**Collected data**

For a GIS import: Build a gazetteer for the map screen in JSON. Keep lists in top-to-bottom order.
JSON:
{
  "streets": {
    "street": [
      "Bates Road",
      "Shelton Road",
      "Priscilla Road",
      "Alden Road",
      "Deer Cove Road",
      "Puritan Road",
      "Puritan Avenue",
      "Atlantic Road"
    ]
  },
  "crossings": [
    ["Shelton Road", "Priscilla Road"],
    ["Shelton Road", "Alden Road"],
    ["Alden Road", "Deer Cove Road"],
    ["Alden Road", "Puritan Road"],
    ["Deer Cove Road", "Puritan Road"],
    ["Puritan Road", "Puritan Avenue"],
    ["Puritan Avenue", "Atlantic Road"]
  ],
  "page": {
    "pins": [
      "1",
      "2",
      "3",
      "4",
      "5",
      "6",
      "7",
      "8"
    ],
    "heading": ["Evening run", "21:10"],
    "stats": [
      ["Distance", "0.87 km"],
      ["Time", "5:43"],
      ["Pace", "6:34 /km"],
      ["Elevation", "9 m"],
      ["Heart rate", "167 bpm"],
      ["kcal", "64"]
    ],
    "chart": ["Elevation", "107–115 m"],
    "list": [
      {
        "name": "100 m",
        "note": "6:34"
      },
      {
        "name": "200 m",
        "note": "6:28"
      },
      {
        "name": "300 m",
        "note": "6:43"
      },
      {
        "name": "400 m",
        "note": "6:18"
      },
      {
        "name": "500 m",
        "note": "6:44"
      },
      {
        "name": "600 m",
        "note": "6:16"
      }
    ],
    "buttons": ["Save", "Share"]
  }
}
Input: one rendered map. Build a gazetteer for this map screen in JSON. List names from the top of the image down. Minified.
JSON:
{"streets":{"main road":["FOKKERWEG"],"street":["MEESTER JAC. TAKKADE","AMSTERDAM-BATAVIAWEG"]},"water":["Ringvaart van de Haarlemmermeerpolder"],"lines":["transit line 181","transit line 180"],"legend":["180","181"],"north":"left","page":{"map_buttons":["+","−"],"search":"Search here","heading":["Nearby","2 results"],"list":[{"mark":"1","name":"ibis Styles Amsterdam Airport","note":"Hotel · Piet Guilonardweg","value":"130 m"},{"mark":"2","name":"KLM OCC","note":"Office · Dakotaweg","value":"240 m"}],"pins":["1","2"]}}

**What needs to be done**
Retype all of the entries precisely as they are.

**Task solution**
For a GIS import: Build a gazetteer for the map screen in JSON. Keep lists in top-to-bottom order.
JSON:
{
  "streets": {
    "street": [
      "Bates Road",
      "Shelton Road",
      "Priscilla Road",
      "Alden Road",
      "Deer Cove Road",
      "Puritan Road",
      "Puritan Avenue",
      "Atlantic Road"
    ]
  },
  "crossings": [
    ["Shelton Road", "Priscilla Road"],
    ["Shelton Road", "Alden Road"],
    ["Alden Road", "Deer Cove Road"],
    ["Alden Road", "Puritan Road"],
    ["Deer Cove Road", "Puritan Road"],
    ["Puritan Road", "Puritan Avenue"],
    ["Puritan Avenue", "Atlantic Road"]
  ],
  "page": {
    "pins": [
      "1",
      "2",
      "3",
      "4",
      "5",
      "6",
      "7",
      "8"
    ],
    "heading": ["Evening run", "21:10"],
    "stats": [
      ["Distance", "0.87 km"],
      ["Time", "5:43"],
      ["Pace", "6:34 /km"],
      ["Elevation", "9 m"],
      ["Heart rate", "167 bpm"],
      ["kcal", "64"]
    ],
    "chart": ["Elevation", "107–115 m"],
    "list": [
      {
        "name": "100 m",
        "note": "6:34"
      },
      {
        "name": "200 m",
        "note": "6:28"
      },
      {
        "name": "300 m",
        "note": "6:43"
      },
      {
        "name": "400 m",
        "note": "6:18"
      },
      {
        "name": "500 m",
        "note": "6:44"
      },
      {
        "name": "600 m",
        "note": "6:16"
      }
    ],
    "buttons": ["Save", "Share"]
  }
}
Input: one rendered map. Build a gazetteer for this map screen in JSON. List names from the top of the image down. Minified.
JSON:
{"streets":{"main road":["FOKKERWEG"],"street":["MEESTER JAC. TAKKADE","AMSTERDAM-BATAVIAWEG"]},"water":["Ringvaart van de Haarlemmermeerpolder"],"lines":["transit line 181","transit line 180"],"legend":["180","181"],"north":"left","page":{"map_buttons":["+","−"],"search":"Search here","heading":["Nearby","2 results"],"list":[{"mark":"1","name":"ibis Styles Amsterdam Airport","note":"Hotel · Piet Guilonardweg","value":"130 m"},{"mark":"2","name":"KLM OCC","note":"Office · Dakotaweg","value":"240 m"}],"pins":["1","2"]}}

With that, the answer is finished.